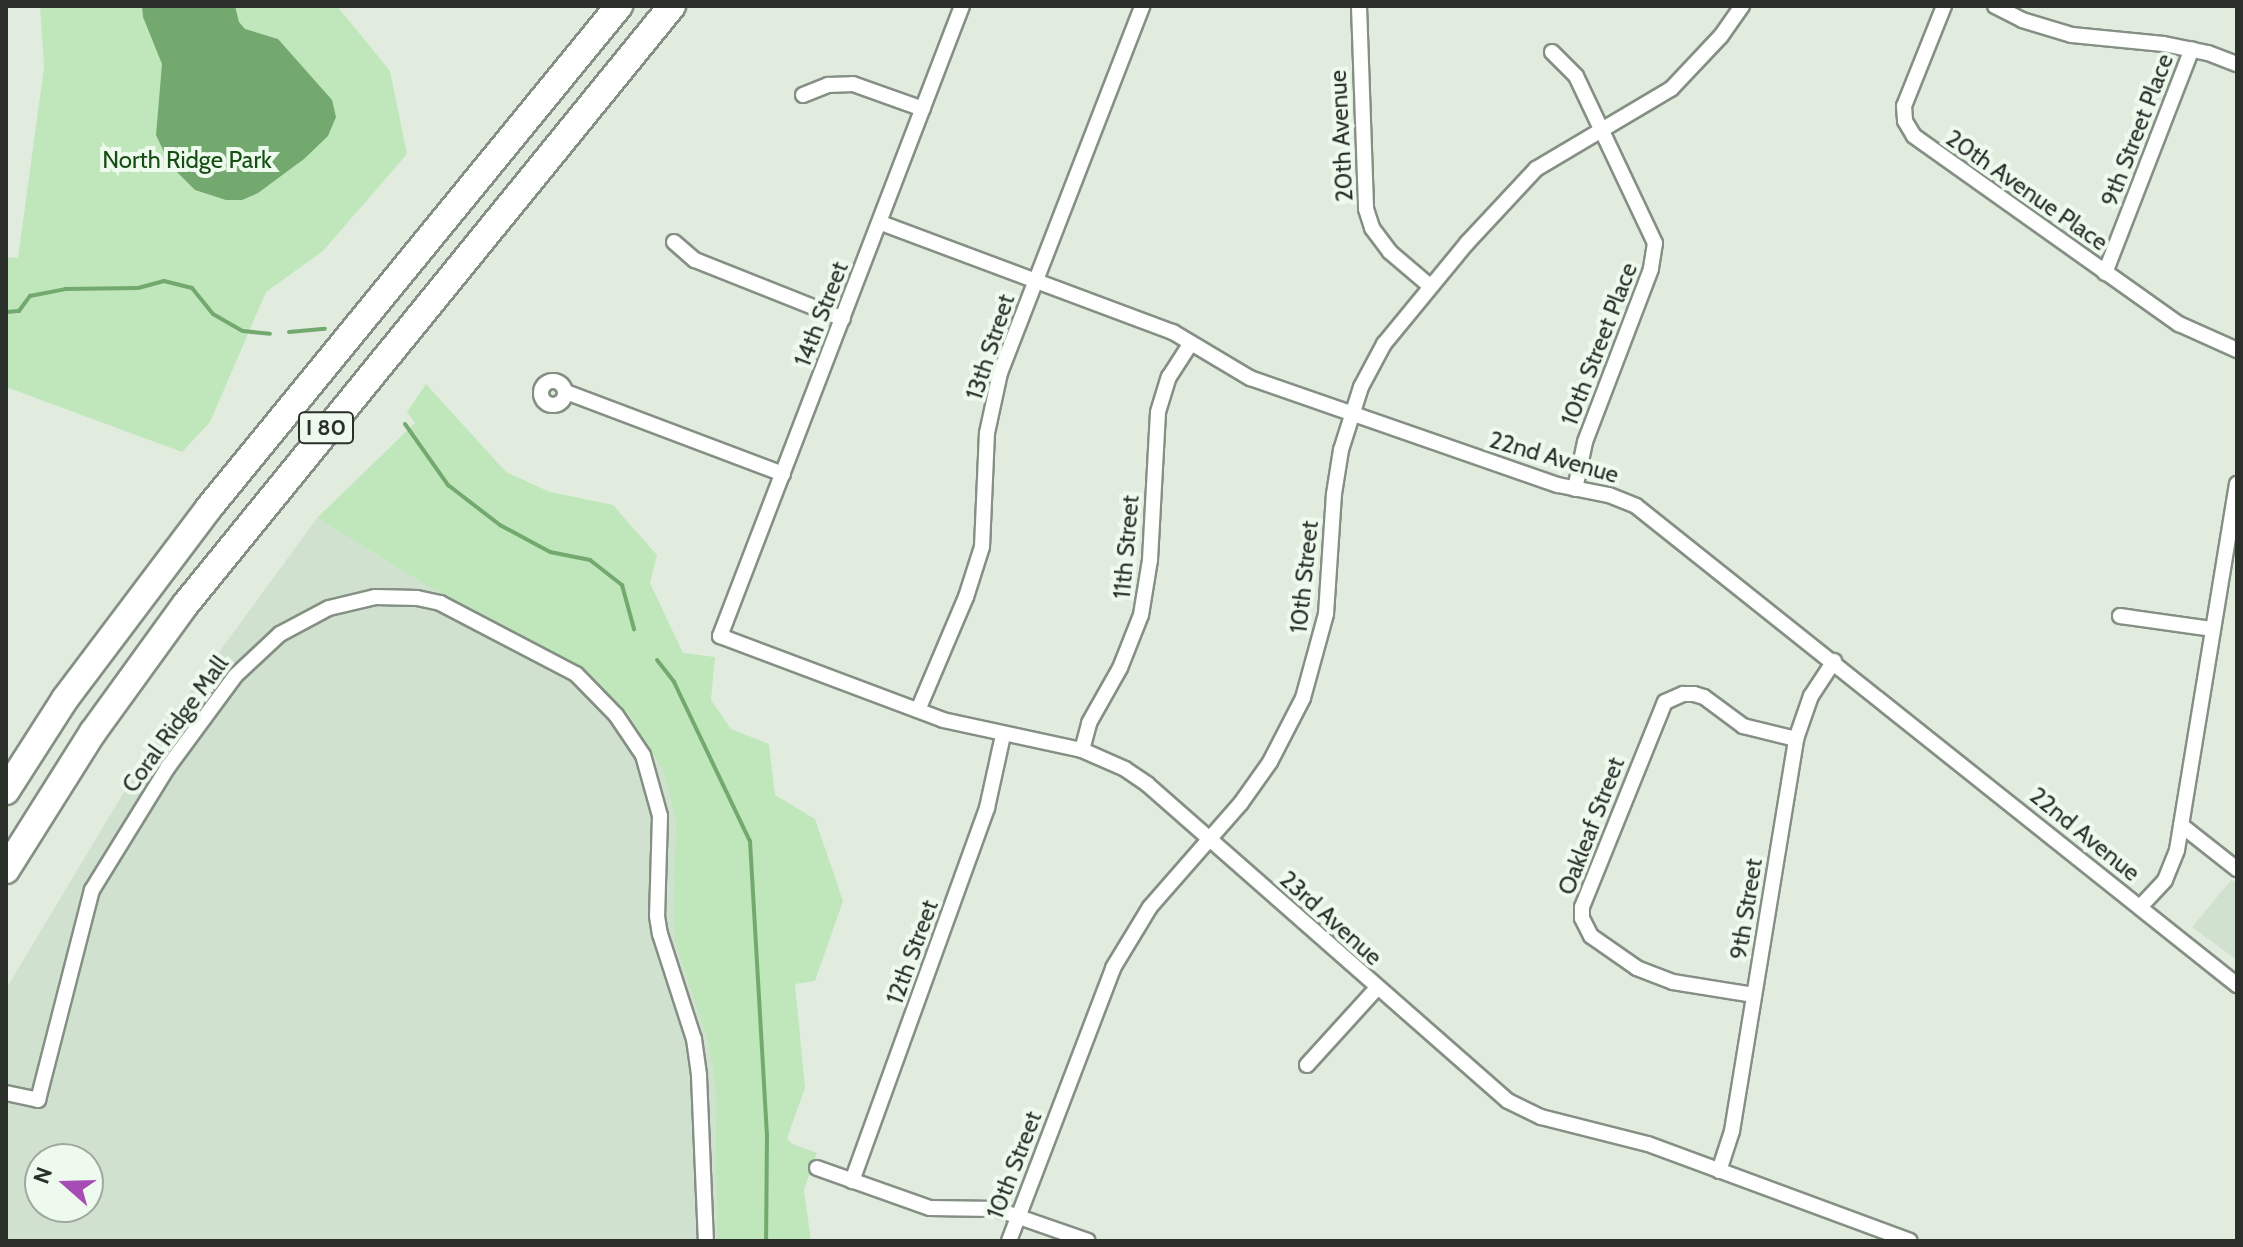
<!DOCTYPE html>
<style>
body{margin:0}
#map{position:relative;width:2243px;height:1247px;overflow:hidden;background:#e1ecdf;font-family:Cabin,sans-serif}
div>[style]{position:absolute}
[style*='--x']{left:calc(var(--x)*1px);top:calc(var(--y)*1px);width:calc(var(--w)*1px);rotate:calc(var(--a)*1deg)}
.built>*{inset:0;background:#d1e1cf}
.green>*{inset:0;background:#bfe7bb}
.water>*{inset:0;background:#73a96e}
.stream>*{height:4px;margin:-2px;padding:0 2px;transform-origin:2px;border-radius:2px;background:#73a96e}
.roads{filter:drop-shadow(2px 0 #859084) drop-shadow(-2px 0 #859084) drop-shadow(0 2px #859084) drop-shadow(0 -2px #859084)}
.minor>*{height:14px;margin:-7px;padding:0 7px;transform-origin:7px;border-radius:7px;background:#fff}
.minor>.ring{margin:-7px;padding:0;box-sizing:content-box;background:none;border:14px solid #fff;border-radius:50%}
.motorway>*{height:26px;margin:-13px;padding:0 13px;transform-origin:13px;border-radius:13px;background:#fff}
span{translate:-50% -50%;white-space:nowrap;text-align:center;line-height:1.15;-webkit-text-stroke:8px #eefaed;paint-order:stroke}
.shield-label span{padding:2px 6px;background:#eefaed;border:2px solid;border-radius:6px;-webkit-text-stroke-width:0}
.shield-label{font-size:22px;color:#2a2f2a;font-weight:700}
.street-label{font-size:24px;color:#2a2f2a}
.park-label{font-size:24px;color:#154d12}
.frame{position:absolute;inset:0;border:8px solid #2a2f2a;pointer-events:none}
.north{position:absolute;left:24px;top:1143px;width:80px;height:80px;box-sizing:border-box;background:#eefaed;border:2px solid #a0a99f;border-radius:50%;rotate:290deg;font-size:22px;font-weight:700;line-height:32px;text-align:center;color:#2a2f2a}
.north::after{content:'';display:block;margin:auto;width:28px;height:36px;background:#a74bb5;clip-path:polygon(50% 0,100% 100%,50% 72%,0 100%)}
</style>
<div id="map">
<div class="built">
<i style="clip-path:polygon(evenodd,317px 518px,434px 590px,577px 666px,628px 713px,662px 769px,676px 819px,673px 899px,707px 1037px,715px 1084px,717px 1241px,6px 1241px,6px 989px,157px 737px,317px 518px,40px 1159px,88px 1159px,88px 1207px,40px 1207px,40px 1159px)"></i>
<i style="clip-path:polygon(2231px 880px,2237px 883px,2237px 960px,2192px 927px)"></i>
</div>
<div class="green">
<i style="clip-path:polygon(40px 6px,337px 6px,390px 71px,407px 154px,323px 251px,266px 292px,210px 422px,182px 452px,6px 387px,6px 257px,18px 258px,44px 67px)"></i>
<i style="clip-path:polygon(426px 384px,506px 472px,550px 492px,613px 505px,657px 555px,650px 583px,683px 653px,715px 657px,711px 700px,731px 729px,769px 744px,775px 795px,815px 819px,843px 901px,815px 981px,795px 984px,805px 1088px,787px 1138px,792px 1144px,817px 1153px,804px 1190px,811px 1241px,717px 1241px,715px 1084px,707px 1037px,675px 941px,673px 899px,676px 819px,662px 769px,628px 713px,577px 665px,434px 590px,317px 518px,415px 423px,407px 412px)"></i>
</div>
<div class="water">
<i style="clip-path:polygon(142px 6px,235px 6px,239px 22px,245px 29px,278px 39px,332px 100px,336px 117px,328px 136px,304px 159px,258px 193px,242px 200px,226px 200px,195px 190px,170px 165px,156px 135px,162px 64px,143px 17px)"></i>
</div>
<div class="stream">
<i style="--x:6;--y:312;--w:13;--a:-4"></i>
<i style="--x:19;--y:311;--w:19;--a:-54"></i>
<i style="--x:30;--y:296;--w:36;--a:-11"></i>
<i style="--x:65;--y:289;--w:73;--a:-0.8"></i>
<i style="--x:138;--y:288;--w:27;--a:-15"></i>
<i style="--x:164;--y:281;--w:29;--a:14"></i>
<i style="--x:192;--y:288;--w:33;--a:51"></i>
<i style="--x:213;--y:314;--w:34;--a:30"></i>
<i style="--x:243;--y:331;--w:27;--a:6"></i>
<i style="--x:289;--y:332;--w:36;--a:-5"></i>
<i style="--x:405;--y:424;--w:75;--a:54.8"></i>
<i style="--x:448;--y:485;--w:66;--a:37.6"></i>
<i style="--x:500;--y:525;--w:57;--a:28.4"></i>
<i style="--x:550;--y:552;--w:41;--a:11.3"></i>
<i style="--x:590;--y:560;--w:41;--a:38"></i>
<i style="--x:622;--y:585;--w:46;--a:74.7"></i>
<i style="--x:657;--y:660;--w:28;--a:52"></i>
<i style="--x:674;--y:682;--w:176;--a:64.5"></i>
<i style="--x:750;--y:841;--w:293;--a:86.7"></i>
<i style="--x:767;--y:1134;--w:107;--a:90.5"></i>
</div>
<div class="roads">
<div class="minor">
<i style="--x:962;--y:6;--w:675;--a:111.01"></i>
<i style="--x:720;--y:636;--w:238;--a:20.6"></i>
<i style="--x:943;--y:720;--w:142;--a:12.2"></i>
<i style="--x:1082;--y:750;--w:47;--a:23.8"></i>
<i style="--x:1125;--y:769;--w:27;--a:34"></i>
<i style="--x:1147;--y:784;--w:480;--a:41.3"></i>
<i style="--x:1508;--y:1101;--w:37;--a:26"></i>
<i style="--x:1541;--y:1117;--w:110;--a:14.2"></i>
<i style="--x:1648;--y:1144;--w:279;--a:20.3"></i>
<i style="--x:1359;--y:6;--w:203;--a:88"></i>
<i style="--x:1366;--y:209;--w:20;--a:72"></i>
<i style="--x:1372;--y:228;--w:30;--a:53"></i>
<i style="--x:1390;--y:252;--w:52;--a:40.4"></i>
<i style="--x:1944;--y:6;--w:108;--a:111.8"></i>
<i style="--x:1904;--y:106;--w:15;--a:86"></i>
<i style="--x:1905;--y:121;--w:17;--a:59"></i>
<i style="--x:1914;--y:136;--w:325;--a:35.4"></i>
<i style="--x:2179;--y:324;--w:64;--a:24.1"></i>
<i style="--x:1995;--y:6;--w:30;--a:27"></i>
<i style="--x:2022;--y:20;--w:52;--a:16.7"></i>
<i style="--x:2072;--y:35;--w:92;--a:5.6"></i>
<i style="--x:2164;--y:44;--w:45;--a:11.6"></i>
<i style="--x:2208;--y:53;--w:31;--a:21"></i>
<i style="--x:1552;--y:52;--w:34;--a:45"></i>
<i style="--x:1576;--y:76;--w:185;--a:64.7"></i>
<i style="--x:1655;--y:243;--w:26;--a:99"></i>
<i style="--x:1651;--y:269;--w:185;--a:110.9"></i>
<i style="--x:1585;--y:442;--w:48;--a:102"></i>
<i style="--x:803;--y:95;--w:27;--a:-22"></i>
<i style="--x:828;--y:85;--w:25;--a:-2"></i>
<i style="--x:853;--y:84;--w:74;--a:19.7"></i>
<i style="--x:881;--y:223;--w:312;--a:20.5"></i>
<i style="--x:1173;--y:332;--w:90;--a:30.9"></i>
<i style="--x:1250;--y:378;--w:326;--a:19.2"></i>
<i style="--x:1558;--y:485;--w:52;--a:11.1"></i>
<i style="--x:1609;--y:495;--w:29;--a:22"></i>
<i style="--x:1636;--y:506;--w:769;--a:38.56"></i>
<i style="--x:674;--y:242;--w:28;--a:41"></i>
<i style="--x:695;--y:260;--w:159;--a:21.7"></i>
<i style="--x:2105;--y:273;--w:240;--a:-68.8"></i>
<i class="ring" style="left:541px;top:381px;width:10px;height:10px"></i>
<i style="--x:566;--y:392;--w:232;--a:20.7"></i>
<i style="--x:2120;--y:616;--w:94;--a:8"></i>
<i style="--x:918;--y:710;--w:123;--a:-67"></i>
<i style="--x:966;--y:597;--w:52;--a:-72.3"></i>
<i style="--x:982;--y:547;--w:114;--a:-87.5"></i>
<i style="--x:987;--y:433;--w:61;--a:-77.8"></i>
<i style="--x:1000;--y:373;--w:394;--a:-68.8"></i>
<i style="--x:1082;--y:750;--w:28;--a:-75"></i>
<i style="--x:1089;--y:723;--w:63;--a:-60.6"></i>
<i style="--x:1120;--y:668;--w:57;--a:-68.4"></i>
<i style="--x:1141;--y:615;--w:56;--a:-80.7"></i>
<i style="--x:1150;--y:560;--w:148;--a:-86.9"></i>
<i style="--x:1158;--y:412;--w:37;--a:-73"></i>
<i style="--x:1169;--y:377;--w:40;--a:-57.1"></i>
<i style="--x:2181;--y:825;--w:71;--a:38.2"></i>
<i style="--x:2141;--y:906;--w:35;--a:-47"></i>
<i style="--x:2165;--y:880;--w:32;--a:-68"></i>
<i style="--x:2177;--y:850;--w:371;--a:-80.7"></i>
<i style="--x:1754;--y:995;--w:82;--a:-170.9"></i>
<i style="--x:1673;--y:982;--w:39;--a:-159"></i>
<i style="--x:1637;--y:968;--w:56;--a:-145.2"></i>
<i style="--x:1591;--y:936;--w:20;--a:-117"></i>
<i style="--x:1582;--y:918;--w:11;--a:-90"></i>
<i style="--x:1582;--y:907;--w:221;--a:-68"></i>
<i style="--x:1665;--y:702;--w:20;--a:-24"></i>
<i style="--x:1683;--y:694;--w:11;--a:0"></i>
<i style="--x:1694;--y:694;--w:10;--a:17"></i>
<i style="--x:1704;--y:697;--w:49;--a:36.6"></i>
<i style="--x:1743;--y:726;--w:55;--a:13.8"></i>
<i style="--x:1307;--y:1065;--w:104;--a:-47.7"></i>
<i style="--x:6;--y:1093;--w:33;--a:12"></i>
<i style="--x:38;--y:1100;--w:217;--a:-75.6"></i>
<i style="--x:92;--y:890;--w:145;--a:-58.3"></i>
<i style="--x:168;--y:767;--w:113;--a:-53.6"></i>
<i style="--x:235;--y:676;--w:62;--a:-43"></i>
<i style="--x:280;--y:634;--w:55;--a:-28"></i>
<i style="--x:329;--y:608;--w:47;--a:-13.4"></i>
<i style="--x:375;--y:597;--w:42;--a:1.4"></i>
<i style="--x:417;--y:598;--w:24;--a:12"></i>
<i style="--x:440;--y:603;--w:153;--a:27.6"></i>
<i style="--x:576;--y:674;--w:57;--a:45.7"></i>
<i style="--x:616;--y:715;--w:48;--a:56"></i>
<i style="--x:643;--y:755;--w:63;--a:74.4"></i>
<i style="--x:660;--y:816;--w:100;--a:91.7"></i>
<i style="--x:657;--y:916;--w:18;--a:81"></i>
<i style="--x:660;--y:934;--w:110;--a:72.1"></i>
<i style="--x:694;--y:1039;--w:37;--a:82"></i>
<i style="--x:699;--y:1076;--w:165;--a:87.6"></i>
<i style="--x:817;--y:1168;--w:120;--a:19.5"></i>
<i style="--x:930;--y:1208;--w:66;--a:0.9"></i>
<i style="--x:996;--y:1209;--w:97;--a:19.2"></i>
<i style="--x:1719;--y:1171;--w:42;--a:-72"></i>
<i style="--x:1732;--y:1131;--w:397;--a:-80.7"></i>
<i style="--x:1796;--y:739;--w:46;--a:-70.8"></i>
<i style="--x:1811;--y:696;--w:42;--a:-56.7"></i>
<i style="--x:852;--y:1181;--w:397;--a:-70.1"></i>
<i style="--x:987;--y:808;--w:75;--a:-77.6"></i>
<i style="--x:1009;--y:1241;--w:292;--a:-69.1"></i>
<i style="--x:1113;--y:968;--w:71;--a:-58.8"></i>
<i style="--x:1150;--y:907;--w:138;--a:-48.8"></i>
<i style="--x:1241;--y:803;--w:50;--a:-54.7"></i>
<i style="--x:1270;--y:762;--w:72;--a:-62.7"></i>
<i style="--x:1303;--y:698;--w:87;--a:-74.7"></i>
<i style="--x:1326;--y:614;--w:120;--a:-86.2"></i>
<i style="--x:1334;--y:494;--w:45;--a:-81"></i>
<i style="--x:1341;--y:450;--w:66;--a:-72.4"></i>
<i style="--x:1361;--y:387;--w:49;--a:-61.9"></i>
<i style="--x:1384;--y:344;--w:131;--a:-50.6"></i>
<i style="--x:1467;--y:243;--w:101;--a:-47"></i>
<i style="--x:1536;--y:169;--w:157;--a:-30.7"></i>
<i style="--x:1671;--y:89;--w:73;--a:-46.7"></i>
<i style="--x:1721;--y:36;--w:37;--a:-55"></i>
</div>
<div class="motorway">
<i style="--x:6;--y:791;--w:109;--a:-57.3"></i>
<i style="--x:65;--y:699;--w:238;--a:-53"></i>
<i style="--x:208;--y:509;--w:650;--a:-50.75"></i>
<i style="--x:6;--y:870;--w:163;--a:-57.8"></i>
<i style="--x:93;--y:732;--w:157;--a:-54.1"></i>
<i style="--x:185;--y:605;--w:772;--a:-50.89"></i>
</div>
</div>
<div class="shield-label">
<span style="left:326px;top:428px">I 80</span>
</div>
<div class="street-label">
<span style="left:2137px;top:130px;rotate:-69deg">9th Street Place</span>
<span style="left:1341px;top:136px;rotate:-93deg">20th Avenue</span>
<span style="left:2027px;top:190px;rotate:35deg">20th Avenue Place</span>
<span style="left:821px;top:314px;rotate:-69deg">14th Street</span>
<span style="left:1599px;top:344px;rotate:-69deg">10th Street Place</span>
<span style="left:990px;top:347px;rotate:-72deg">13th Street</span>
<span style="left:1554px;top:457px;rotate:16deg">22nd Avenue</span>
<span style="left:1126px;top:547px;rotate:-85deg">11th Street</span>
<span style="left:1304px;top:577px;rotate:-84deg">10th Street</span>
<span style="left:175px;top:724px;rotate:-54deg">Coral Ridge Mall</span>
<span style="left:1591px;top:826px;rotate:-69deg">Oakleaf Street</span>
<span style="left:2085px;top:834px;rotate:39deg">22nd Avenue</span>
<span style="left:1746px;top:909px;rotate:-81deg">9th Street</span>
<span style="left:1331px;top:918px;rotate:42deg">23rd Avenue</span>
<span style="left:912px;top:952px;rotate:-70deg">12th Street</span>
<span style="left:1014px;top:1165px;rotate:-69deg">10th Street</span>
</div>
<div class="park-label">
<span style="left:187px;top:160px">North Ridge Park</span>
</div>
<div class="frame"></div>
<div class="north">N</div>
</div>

==============================

Go through the entries above and copy out every line that includes the word "stream".

.stream>*{height:4px;margin:-2px;padding:0 2px;transform-origin:2px;border-radius:2px;background:#73a96e}
<div class="stream">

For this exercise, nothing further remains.